WHAT YOU SHOULD DO = Report back each line of the data that contains the word "canvas".

[RECORDED INFORMATION Boundary: Start]

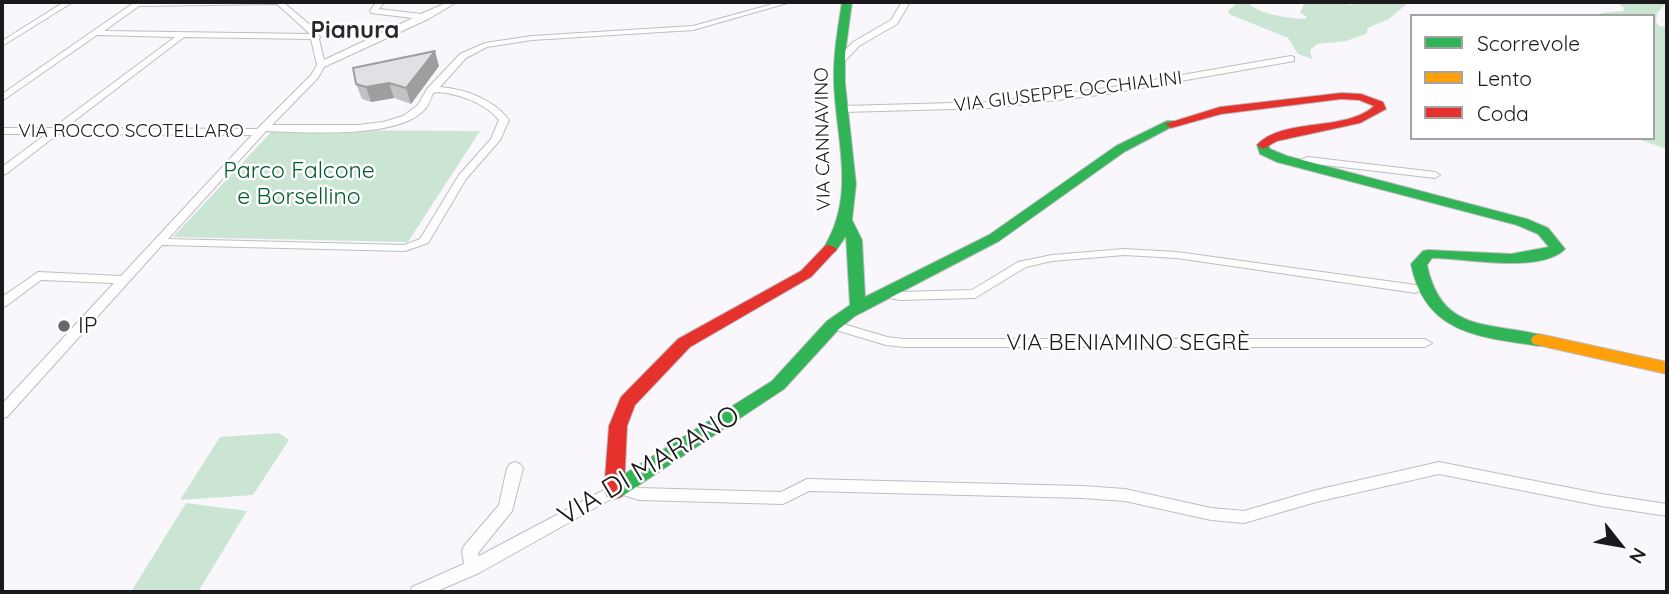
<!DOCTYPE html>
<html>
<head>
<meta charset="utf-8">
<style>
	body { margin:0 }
	#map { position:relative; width:1669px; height:594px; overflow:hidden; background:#f9f7fc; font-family:Quicksand,sans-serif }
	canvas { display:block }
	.frame { position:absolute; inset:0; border:4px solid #1a191b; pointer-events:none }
	.legend { position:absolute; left:1410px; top:14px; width:245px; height:126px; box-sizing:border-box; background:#fff; border:2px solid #a3a3a4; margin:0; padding:9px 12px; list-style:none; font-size:21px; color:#1a191b }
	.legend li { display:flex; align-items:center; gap:14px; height:35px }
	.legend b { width:35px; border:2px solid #a3a3a4 }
	.north { position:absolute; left:1585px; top:510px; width:70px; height:70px; -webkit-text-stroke:5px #fff; paint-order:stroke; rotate:121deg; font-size:19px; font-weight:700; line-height:28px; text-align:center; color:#1a191b }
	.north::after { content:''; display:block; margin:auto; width:24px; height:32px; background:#1a191b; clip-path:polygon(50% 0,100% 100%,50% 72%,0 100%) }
</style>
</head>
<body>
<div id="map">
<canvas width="1669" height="594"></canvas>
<div class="frame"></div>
<ul class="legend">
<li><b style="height:9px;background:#30b455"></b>Scorrevole</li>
<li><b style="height:9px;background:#ff9f0a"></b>Lento</li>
<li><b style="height:9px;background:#e5322d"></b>Coda</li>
</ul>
<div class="north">N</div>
</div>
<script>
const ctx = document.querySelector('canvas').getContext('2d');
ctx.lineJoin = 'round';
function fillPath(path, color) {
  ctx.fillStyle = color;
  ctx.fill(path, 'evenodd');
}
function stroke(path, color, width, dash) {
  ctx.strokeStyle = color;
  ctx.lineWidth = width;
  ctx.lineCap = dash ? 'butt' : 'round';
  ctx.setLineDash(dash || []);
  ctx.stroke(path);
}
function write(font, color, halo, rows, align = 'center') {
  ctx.font = font + ' Quicksand,sans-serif';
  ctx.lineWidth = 5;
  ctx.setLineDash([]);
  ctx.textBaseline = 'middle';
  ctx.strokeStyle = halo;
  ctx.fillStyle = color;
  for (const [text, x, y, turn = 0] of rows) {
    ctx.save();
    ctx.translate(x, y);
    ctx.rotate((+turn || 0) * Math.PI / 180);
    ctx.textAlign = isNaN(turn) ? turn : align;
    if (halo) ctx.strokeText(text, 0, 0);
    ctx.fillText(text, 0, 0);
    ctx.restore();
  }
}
const green = new Path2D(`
	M1238,2h10c10,13 41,16 58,17v-3l-6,-3 5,-11h36l9,3 9,-3h50l-20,17 -21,9 -2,6 -20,7 -29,3 -7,6 2,9 -14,-5 -10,-16 -59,-24 -1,-3z
	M1617,2h50l-10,11 -1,9 3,4 8,1v122l-32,-11h18v-122h-50l-2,-3 22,-2 1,-3z
	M273,130l207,1 -72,111 -235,-5z
	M279,433l10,7 -36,55 -73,5 40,-63z
	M186,503l61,8 -49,81h-67z`);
const street = new Path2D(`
	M64,2h9l-71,44v-5z
	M135,2h148l33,28 4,7 -1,2 5,21 89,-42 -42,-5 -1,-2 6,-9h8l-5,7 42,5 27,-12h9l-29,17 -104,48 -6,11 -46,47h86l25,-3 20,-6 15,-11 9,-16 33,-35 25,-11 47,-7 161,-10 87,-24h11l-98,28 -161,10 -45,7 -21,11 -26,29c25,2 53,12 69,33l-9,20 -34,39 -38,64 -23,8 -243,-6 -155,172 -5,1v-14l112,-121 -73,-3 -35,26 -4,1v-10l36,-25 83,4 131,-141 -194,-1 -52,40 -4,1v-8l44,-33h-44v-6h51l122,-91 -78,-2 -95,66v-7zM277,4l33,30 -206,-3 35,-25zM184,37l127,2 6,26 -6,10 -54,54 -192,-1zM438,92c22,2 47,11 61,28l-8,19 -32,36 -39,64 -16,6 -236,-6 98,-108c38,1 134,9 160,-23 3,-4 5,-10 7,-15z
	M902,2h8l-13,22 -38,22 -17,18h-6v-4l17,-18 38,-22z
	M1291,56l3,1v4l-187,33 -116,14 -148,4 -5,-3 5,-3 148,-4 116,-14z
	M1308,157l127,15 5,3 -5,3 -127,-15 -11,3 -5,-3z
	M1124,249l53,3 239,33 6,4 -6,4 -239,-35 -53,-3 -72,6 -26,6 -51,31 -75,2 -20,-4 -2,-3 6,-4 16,3 72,-2 46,-28 34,-7z
	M833,321l54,16 17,2h521l7,4 -7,4h-521l-18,-2 -57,-17 -2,-3 2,-3z
	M515,462l5,2 3,4 -11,43 -34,42 1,3 140,-74 20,6 142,4 26,-13 275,7 43,3 86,19 33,3 72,-21 123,-28 162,32 66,10v12l-66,-10 -162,-32 -123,28 -72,21 -33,-3 -86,-19 -43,-3 -273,-7 -26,13 -144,-4 -19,-6 -141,79 -44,19h-25l2,-5 52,-23 -2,-13 2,-5 35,-41 8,-37 3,-4z`);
const fast = new Path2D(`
	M842,2h10l-7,52v29l11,101 -4,36 10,20 3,57 124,-62 127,-89 51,-25h8l2,3 -53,28 -125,89 -144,75 -16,13 -55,60 -163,108 -7,2 -7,-2 -3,-6 3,-6 165,-104 55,-60 23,-16 -4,-69 -11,16 -5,1 -7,-4c34,-54 13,-108 11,-167 -1,-27 4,-53 8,-80z
	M1263,141l4,1 3,7 17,7 240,63 21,9 17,21c-25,25 -99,9 -133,9l-5,7c15,70 63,56 118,71l2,4 -2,4 -6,2c-60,-9 -114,-12 -128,-82l12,-13 5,-1 83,4 38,-7 -11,-13 -21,-9 -240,-63 -17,-8 -3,-9z`);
const slow = new Path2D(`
	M1539,334l128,28v12l-134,-30 -2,-4 2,-4z`);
const jam = new Path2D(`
	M1341,93l20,1 22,8 3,7 -26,14 -83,18 -14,8 -6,-4c26,-28 89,-13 117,-39l-15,-6 -18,-1 -120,15 -50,14 -6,-4 55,-17z
	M830,245l7,4 -26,28 -121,70 -55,58 -8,21 -3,65 -3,6 -7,2 -7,-2 -3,-6 5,-65 12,-29 57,-58 123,-68 24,-25z`);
const wall = new Path2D(`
	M439,66l-28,38 -17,-6 -23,4 -9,-3 -6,-15z`);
const shadedWall = new Path2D(`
	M435,51l4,15 -28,38 -5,-16z
	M389,83l5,15 -23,4 -5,-15z`);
const building = new Path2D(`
	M435,51l-29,37 -17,-5 -23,4 -10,-3 -3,-16z`);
const markers = [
	[64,326,7,"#68676a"]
];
const farStreetnames = [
	["VIA GIUSEPPE OCCHIALINI",1068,92,-7],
	["VIA ROCCO SCOTELLARO",131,131],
	["VIA CANNAVINO",823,139,-91]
];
const parkNames = [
	["Parco Falcone",299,171],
	["e Borsellino",299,197]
];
const poiNames = [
	["IP",78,326]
];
const streetNames = [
	["VIA BENIAMINO SEGRÈ",1128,343]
];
const farDistrictnames = [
	["Pianura",355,31]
];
const nearStreetnames = [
	["VIA DI MARANO",649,466,-31]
];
fillPath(green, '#cae6d3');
stroke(street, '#bebdc1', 2);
stroke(fast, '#bebdc1', 2);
stroke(slow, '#bebdc1', 2);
stroke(jam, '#bebdc1', 2);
fillPath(street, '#fefeff');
fillPath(fast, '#30b455');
fillPath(slow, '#ff9f0a');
fillPath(jam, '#e5322d');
fillPath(wall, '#c2c1c4');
fillPath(shadedWall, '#9e9da0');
fillPath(building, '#e2e0e4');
stroke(building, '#9e9da0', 2);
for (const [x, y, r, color] of markers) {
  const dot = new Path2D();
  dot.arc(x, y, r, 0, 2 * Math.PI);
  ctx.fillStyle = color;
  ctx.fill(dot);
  stroke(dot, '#fff', 2.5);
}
write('19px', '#1a191b', '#fff', farStreetnames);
write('23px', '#035c2f', '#fff', parkNames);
write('23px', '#1a191b', '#fff', poiNames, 'left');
write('23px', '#1a191b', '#fff', streetNames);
write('bold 24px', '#2a282d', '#fff', farDistrictnames);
write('28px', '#1a191b', '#fff', nearStreetnames);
</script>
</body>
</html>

[RECORDED INFORMATION Boundary: End]

SOLUTION =
	canvas { display:block }
<canvas width="1669" height="594"></canvas>
const ctx = document.querySelector('canvas').getContext('2d');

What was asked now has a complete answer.